Your assignment ▸
Nothing but the lines from the first line of the records below to the line holding "position:absolute; left:674px; top:990px;" belongs in the answer, copied exactly and without pictures.
Start of Listed records
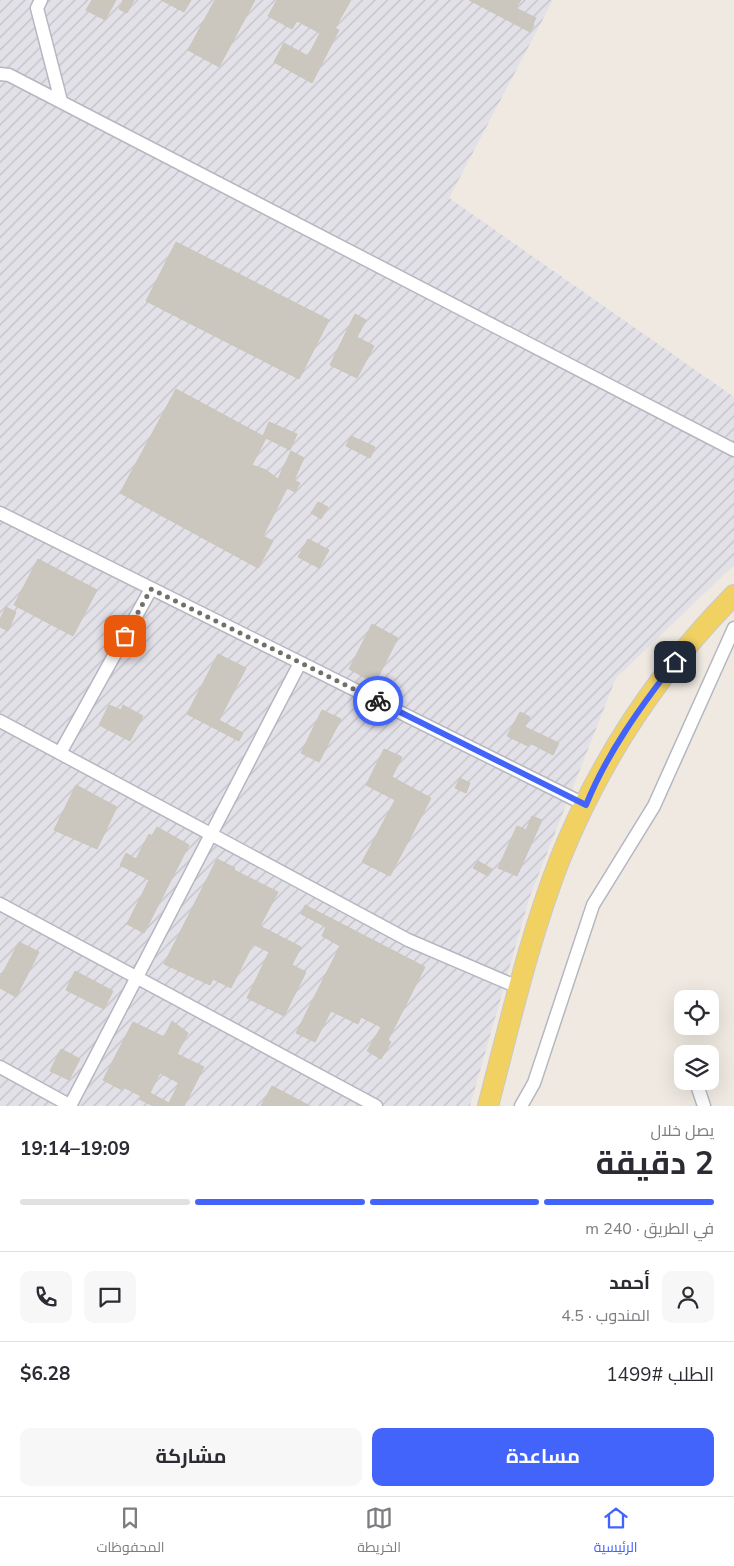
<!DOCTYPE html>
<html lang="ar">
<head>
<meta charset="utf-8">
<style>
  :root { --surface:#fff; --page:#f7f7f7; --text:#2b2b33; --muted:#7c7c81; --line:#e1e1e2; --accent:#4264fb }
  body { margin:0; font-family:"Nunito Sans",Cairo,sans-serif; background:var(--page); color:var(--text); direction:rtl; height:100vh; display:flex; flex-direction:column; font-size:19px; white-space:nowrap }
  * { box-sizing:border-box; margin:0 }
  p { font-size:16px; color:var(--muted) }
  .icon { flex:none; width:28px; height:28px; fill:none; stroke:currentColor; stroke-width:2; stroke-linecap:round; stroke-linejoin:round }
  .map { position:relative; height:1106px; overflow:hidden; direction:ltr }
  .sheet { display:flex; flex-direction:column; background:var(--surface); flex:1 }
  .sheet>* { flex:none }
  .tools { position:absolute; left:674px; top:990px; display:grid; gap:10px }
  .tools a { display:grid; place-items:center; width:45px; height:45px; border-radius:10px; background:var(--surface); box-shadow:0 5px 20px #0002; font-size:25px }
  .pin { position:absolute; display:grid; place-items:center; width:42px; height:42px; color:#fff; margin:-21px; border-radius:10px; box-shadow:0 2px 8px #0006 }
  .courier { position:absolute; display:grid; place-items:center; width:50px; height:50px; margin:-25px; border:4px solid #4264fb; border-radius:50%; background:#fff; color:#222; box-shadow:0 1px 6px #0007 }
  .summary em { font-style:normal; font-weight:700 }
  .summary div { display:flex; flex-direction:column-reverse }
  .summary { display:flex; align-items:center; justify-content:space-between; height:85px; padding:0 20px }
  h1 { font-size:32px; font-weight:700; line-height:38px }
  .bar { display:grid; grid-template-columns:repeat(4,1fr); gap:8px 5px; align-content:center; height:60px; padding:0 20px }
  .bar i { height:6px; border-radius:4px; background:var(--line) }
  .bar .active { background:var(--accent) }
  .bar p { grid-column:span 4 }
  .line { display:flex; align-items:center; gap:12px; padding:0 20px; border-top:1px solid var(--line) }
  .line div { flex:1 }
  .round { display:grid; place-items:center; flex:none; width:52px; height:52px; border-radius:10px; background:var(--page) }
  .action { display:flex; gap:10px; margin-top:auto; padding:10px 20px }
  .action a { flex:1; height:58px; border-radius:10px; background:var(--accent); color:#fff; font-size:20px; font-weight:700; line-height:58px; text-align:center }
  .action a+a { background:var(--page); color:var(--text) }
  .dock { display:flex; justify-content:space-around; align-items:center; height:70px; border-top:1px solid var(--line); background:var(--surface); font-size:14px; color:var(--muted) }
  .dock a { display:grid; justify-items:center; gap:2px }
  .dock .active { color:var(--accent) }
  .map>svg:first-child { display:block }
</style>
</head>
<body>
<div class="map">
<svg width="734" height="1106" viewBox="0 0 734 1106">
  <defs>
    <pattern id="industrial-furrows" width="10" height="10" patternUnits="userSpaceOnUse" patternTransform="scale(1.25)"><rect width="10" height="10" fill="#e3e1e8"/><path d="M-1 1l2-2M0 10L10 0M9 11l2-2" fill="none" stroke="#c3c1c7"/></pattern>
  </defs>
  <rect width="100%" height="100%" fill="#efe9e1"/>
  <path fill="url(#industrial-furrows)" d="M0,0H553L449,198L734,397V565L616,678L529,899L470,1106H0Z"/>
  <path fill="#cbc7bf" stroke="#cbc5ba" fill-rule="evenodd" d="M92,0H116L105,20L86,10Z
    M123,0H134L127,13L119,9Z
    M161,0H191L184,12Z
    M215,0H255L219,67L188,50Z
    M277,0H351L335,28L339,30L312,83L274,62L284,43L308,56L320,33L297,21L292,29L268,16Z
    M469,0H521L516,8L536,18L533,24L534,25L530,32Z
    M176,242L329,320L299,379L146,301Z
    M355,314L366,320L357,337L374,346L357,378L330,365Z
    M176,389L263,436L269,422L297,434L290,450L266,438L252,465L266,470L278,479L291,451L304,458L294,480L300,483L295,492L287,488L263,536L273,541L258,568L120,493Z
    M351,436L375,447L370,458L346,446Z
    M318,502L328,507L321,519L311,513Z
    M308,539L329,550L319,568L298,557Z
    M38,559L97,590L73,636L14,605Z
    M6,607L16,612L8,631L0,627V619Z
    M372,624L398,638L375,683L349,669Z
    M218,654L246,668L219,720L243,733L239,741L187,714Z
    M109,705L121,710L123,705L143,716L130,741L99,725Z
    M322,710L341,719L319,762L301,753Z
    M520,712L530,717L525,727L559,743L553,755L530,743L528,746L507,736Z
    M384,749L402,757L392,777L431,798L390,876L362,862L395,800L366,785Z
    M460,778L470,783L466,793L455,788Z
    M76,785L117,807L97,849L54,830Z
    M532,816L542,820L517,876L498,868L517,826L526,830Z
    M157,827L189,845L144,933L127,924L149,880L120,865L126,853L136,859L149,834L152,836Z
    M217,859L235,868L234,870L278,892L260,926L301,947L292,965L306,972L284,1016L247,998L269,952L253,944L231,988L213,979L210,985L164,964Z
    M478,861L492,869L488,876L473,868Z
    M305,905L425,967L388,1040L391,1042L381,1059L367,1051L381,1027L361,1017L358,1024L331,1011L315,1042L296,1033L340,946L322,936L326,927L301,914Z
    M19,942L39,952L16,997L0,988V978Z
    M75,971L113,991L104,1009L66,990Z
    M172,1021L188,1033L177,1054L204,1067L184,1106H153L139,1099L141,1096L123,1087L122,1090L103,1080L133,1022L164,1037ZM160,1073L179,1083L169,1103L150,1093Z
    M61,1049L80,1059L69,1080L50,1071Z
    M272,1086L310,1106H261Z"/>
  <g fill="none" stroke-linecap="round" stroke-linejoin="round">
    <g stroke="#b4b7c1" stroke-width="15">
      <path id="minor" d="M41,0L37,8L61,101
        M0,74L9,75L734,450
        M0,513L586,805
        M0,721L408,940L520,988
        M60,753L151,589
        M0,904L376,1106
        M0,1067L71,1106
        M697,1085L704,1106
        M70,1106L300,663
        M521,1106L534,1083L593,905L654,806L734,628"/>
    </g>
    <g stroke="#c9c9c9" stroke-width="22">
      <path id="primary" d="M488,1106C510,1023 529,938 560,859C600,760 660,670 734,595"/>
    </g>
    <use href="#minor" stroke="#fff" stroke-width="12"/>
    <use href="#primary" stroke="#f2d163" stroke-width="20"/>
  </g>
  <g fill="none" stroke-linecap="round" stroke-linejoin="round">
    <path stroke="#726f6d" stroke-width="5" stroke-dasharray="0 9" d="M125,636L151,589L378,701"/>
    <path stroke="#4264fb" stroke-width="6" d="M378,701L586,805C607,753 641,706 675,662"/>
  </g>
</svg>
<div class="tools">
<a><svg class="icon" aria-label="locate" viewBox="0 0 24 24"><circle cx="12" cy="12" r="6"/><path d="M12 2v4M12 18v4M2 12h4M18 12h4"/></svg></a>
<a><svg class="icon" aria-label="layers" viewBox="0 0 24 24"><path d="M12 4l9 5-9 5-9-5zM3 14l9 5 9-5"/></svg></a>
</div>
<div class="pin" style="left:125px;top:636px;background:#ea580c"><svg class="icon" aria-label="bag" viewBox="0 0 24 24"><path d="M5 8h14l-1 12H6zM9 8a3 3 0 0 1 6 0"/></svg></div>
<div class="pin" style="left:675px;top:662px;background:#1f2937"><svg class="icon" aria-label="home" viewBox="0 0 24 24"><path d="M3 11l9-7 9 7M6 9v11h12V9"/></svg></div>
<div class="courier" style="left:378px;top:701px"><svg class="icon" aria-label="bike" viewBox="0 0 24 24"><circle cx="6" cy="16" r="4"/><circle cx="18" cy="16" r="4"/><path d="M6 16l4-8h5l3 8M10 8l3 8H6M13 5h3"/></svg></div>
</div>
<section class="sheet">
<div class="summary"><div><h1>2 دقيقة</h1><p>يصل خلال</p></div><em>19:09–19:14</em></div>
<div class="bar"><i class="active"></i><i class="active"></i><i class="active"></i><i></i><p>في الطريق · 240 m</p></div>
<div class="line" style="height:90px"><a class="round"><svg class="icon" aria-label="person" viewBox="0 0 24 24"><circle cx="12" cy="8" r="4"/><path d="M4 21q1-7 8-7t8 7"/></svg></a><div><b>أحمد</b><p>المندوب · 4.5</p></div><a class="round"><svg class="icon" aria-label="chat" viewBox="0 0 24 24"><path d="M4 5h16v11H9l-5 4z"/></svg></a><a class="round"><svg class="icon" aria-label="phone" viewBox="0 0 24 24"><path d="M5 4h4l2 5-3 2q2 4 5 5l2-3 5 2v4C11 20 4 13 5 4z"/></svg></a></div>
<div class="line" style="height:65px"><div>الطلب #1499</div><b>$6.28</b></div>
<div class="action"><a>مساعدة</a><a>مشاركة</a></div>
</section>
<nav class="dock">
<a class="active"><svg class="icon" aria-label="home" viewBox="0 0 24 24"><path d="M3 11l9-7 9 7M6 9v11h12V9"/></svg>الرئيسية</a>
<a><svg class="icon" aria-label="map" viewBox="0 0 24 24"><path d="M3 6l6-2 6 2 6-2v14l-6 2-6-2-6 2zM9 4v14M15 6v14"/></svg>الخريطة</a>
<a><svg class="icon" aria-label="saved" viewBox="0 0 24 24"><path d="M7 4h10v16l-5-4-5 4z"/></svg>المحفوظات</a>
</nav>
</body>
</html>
End of Listed records
Written response ▸
<!DOCTYPE html>
<html lang="ar">
<head>
<meta charset="utf-8">
<style>
  :root { --surface:#fff; --page:#f7f7f7; --text:#2b2b33; --muted:#7c7c81; --line:#e1e1e2; --accent:#4264fb }
  body { margin:0; font-family:"Nunito Sans",Cairo,sans-serif; background:var(--page); color:var(--text); direction:rtl; height:100vh; display:flex; flex-direction:column; font-size:19px; white-space:nowrap }
  * { box-sizing:border-box; margin:0 }
  p { font-size:16px; color:var(--muted) }
  .icon { flex:none; width:28px; height:28px; fill:none; stroke:currentColor; stroke-width:2; stroke-linecap:round; stroke-linejoin:round }
  .map { position:relative; height:1106px; overflow:hidden; direction:ltr }
  .sheet { display:flex; flex-direction:column; background:var(--surface); flex:1 }
  .sheet>* { flex:none }
  .tools { position:absolute; left:674px; top:990px; display:grid; gap:10px }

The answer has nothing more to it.